:: What to do ::
Where the string "Quick" appears in a line of the data, show that line.

:: Records for processing ::
------------------------------------
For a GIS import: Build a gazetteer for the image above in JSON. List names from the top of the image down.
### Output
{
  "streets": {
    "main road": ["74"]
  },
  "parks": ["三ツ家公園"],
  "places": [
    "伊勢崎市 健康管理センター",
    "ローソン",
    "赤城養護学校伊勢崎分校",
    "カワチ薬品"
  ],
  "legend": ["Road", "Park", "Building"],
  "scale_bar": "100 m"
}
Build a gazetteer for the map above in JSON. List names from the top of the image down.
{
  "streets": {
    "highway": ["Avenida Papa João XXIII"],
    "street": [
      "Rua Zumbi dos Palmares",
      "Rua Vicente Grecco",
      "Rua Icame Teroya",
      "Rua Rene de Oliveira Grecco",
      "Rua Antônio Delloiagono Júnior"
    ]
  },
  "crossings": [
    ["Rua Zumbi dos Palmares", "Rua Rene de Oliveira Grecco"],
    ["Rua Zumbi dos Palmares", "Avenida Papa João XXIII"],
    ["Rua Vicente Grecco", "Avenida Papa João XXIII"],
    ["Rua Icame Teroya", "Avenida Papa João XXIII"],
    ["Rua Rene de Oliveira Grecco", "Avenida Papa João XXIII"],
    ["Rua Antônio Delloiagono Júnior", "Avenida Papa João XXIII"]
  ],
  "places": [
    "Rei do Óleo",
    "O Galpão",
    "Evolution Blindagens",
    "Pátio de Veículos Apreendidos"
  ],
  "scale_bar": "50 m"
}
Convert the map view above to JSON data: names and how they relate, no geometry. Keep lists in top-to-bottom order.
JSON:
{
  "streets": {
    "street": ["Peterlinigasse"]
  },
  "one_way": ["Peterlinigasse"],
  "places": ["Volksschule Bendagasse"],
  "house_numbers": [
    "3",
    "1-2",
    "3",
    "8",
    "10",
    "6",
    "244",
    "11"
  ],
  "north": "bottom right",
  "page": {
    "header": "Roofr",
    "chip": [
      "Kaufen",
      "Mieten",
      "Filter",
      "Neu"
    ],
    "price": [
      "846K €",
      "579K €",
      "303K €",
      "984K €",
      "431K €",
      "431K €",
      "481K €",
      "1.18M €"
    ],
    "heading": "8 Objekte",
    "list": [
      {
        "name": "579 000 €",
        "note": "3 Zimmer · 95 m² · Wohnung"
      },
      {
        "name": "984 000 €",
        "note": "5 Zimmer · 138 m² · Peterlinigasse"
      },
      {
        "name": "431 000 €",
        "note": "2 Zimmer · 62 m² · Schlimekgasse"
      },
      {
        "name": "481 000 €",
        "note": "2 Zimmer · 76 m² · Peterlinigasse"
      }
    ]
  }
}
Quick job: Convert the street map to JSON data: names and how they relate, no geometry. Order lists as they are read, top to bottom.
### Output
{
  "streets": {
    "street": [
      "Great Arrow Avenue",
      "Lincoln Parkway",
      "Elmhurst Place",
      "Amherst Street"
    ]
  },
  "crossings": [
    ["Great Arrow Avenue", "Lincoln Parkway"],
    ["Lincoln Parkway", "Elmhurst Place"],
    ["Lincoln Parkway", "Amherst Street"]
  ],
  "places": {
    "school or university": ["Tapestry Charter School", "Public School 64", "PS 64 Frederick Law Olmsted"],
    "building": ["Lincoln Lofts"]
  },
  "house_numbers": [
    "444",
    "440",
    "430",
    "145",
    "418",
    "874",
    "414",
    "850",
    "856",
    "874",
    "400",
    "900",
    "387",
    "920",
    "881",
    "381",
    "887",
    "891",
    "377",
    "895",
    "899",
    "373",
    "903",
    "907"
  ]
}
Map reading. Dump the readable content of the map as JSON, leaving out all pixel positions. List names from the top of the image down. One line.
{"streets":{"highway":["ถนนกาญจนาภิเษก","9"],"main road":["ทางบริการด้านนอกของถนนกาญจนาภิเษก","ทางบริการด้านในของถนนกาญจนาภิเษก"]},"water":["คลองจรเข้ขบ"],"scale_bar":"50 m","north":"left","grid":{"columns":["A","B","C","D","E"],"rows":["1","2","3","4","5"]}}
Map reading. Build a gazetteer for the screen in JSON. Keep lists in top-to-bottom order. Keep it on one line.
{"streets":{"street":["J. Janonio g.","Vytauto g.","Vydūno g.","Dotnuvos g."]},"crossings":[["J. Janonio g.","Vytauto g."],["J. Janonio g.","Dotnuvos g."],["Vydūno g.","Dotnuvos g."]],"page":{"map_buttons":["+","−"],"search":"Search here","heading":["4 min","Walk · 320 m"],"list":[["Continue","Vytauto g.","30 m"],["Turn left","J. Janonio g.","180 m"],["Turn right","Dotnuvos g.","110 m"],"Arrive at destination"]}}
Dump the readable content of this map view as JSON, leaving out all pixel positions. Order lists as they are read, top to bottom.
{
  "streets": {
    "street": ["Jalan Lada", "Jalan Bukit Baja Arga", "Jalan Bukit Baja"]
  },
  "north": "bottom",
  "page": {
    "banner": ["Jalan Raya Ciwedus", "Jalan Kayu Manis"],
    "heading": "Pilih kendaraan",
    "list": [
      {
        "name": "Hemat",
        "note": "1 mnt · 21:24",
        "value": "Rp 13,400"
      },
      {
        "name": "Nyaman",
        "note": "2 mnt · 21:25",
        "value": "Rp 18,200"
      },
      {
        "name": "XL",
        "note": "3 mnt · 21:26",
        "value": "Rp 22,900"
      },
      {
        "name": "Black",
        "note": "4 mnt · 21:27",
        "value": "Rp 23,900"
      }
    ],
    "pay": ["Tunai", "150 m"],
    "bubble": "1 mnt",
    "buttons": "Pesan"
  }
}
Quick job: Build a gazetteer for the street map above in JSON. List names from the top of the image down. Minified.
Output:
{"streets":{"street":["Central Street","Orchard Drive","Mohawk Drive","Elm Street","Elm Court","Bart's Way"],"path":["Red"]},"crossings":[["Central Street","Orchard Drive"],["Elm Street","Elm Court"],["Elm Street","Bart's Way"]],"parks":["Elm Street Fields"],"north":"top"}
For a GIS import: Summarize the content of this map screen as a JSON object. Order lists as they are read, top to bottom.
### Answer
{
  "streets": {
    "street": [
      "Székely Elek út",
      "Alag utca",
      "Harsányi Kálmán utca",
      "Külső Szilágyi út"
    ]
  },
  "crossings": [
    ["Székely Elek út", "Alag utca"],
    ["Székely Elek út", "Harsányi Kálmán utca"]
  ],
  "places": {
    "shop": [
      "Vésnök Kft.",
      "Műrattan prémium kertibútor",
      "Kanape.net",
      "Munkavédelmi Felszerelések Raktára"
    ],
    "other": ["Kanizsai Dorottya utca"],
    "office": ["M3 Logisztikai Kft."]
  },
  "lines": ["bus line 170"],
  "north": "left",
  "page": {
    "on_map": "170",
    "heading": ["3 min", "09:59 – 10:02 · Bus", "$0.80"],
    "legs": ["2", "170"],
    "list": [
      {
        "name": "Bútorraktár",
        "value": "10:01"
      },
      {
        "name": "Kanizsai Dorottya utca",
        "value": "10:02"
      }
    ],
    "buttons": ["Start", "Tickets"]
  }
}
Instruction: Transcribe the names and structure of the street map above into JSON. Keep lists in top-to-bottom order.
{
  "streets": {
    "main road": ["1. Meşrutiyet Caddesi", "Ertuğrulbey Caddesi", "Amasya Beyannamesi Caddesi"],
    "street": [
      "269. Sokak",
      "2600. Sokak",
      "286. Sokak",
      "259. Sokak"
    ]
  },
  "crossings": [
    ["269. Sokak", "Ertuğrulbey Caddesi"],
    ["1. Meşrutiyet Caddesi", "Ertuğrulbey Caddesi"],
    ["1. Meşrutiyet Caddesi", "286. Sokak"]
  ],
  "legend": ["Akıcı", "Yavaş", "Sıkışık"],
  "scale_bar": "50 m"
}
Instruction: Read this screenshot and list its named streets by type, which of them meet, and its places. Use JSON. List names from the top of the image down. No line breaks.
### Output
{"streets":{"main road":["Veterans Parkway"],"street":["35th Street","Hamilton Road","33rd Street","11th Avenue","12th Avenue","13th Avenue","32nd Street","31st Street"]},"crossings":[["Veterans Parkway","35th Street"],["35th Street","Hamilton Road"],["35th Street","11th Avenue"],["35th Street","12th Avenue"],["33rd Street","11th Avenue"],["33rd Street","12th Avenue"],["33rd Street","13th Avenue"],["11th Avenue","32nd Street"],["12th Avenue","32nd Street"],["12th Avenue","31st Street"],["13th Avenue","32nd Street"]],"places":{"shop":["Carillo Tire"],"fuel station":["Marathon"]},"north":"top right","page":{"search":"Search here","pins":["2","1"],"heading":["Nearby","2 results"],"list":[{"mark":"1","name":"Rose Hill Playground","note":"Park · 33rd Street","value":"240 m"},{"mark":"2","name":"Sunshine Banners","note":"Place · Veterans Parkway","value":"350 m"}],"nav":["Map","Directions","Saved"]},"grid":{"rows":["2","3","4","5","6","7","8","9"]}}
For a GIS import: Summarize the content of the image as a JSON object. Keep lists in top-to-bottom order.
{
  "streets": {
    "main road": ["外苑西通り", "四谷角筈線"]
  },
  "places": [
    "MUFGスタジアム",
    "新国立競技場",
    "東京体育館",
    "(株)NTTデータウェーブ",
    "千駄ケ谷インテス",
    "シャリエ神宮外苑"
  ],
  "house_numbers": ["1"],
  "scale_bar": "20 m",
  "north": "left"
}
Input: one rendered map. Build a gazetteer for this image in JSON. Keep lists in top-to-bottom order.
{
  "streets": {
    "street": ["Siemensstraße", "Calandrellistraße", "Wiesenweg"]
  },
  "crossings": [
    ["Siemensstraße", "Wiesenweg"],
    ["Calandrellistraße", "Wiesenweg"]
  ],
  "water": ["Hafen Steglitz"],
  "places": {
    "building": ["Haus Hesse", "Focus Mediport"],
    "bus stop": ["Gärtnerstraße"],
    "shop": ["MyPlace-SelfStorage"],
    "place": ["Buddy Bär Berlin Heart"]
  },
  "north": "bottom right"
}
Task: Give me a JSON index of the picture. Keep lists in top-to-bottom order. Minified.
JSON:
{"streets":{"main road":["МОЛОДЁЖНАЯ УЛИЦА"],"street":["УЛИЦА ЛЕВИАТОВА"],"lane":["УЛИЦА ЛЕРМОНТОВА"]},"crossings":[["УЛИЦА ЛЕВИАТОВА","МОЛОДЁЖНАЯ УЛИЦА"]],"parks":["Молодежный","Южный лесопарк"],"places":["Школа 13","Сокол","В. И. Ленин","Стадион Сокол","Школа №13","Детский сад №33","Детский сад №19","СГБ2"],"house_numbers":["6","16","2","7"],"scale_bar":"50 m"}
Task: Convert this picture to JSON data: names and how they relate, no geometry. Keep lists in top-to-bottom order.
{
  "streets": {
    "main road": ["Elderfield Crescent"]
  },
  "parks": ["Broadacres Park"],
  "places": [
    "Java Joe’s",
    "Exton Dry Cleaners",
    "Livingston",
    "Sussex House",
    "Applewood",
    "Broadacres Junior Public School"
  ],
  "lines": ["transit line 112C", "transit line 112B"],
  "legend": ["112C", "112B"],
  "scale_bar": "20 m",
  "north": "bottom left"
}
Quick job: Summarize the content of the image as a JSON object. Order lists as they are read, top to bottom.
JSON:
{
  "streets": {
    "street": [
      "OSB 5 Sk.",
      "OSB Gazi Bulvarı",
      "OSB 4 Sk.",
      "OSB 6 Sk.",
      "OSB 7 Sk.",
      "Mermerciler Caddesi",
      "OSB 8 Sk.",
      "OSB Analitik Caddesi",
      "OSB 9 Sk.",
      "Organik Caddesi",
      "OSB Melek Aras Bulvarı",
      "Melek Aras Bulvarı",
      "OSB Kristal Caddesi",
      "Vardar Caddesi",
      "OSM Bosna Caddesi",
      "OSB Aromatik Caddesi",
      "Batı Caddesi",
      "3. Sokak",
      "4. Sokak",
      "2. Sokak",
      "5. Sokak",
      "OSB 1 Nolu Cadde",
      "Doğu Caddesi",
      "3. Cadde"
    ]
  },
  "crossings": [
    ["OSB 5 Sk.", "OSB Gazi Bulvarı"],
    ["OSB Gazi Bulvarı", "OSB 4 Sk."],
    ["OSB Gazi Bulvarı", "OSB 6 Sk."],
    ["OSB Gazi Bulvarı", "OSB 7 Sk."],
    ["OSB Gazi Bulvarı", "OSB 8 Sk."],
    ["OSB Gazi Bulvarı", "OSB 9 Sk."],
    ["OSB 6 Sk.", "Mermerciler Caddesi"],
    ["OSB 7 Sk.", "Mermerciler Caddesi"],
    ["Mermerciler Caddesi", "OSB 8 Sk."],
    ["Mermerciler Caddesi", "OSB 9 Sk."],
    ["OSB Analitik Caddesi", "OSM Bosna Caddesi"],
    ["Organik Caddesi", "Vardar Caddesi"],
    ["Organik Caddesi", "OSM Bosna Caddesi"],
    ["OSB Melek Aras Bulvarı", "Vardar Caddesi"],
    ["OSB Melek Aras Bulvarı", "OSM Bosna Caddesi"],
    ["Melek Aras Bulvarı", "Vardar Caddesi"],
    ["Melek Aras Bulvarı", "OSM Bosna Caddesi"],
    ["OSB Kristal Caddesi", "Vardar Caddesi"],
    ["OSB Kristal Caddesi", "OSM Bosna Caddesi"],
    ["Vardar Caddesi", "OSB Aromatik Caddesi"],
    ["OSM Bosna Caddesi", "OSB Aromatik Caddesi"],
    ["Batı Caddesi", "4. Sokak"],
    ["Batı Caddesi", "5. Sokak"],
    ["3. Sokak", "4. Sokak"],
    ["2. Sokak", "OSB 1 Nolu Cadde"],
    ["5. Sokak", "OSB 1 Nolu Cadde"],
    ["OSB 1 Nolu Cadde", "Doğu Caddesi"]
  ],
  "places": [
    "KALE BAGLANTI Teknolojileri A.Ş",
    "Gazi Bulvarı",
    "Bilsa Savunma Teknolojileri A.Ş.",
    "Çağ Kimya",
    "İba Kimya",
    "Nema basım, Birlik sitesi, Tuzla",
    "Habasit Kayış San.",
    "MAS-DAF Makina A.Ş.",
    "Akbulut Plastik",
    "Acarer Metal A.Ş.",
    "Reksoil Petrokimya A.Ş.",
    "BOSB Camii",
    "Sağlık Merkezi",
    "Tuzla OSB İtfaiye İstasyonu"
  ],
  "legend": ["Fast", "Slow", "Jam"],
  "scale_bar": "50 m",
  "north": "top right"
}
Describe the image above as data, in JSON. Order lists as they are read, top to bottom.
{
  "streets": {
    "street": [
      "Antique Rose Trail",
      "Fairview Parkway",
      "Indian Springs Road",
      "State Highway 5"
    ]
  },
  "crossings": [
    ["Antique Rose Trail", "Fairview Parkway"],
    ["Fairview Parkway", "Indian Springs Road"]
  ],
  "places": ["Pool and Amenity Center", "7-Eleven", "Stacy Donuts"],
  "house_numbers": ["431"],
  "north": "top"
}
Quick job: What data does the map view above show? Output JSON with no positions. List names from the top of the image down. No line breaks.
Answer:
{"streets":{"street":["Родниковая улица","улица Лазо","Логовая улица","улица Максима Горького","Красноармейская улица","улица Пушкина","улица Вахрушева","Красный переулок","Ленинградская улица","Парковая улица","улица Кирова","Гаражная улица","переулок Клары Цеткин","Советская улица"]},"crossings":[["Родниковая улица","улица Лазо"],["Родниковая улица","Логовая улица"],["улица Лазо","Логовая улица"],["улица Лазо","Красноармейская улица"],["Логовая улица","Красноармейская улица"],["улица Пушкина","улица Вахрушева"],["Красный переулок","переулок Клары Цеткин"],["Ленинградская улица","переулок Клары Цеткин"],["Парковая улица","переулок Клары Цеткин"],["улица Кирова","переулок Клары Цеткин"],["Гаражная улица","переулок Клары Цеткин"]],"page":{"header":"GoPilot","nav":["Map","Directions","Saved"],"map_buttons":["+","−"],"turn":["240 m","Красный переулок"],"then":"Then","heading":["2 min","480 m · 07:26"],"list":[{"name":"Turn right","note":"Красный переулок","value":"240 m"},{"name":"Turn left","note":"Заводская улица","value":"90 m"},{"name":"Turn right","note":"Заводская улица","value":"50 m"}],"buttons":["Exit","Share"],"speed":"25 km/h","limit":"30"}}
------------------------------------
:: Reply to the task ::
Quick job: Convert the street map to JSON data: names and how they relate, no geometry. Order lists as they are read, top to bottom.
Quick job: Build a gazetteer for the street map above in JSON. List names from the top of the image down. Minified.
Quick job: Summarize the content of the image as a JSON object. Order lists as they are read, top to bottom.
Quick job: What data does the map view above show? Output JSON with no positions. List names from the top of the image down. No line breaks.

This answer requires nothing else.